TASK BRIEF:
Present the following entries again, word for word and in full.

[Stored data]

---------------

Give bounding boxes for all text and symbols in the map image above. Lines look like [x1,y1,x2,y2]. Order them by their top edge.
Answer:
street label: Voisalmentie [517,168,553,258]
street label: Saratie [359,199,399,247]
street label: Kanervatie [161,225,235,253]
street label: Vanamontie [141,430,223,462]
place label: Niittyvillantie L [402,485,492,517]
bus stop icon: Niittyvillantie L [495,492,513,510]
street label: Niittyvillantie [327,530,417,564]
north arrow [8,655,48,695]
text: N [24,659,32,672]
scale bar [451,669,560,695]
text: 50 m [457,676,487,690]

---------------

OUTPUT OF THE EXERCISE:
Give bounding boxes for all text and symbols in the map image above. Lines look like [x1,y1,x2,y2]. Order them by their top edge.
Answer:
street label: Voisalmentie [517,168,553,258]
street label: Saratie [359,199,399,247]
street label: Kanervatie [161,225,235,253]
street label: Vanamontie [141,430,223,462]
place label: Niittyvillantie L [402,485,492,517]
bus stop icon: Niittyvillantie L [495,492,513,510]
street label: Niittyvillantie [327,530,417,564]
north arrow [8,655,48,695]
text: N [24,659,32,672]
scale bar [451,669,560,695]
text: 50 m [457,676,487,690]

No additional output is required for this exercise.